The Washington-based World Bank says it has approved a plan to grant the pro-Western Ukrainian government a $500-million loan package.
In a Tuesday statement, the World Bank’s Board of Executive Directors said the new financing supports a number of structural and macroeconomic reforms in Ukraine to enhance the country’s business environment and public sector governance.
“The package of reforms supported by this operation will help address the deep-rooted structural problems that have contributed to Ukraine’s current economic crisis,” said Qimiao Fan, World Bank Country Director for Belarus, Moldova, and Ukraine.
“We are helping Ukraine to implement an urgent set of measures, which will be essential to stabilize the economy, provide quality services to all Ukrainians and return the country to a sustainable growth path,” Fan added.
The loan is part of the World Bank’s financial support package announced in February, which is set to provide Kiev with up to $2 billion in the current year. In May 2014, the organization disbursed a $750 million loan to Kiev.
Earlier this month, the International Monetary Fund (IMF) approved a new $1.7 billion loan for Ukraine, a tenth of the $17.5-billion financial aid program adopted by the organization in March.

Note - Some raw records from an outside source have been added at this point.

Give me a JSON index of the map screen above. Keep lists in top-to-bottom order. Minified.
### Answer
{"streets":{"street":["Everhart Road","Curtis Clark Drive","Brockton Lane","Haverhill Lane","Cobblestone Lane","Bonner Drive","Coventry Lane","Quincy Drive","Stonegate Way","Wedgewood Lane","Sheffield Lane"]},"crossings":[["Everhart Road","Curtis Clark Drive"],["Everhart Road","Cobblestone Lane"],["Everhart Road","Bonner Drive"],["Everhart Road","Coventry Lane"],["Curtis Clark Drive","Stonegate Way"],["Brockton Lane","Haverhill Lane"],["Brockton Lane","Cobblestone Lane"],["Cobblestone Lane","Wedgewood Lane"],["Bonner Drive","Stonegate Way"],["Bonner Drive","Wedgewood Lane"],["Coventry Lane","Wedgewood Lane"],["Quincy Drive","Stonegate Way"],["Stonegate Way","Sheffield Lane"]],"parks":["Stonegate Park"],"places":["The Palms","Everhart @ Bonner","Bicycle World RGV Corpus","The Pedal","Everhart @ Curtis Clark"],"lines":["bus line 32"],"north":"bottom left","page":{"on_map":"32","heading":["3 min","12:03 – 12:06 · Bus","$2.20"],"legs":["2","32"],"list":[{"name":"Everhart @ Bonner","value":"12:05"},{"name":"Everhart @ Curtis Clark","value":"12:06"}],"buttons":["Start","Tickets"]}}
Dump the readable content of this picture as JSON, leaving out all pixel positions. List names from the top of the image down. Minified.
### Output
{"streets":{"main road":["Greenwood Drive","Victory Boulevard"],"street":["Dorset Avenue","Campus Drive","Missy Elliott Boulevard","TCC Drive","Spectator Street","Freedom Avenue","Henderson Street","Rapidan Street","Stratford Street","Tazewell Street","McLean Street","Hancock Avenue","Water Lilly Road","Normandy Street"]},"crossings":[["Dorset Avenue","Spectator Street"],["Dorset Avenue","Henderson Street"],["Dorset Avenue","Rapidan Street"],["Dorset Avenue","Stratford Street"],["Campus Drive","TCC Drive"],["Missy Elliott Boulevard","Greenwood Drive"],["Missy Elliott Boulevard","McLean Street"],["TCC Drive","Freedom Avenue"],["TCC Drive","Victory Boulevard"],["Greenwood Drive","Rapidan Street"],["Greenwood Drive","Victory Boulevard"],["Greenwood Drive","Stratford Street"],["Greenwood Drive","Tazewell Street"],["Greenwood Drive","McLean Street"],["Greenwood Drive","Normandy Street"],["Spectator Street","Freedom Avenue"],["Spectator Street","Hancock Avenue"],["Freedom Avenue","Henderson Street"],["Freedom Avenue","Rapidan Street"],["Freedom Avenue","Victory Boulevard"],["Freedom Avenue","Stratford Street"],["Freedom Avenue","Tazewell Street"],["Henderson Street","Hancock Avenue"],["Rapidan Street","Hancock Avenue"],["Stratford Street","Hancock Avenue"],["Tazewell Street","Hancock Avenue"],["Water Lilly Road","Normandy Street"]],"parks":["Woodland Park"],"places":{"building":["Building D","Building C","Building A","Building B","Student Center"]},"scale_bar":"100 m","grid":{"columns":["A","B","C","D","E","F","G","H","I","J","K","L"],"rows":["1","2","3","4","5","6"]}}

Ukraine has accepted to implement economic reforms in exchange for the bailout.
Kiev’s debt will rise to 95 percent of its gross domestic product (GDP) by the end of 2015, according to the National Bank of Ukraine’s July statement.
The country’s economy has been damaged by clashes in its eastern regions with pro-Russians.
Ukrainian servicemen stand on an armored personnel carrier on their way to the village of Staroignativka in the eastern Donetsk region, August 12, 2015. (© AFP)
The two mainly Russian-speaking regions of Donetsk and Luhansk in eastern Ukraine have been the scene of deadly clashes between pro-Russia forces and the Ukrainian army since Kiev launched military operations to silence protests there in mid-April 2014.
Violence intensified in May last year after the two flashpoint regions held local referendums in which their residents voted overwhelmingly in favor of independence from Ukraine and joining the Russian Federation.
The fighting has reportedly left almost 7,000 people dead, and more than 17,000 others injured.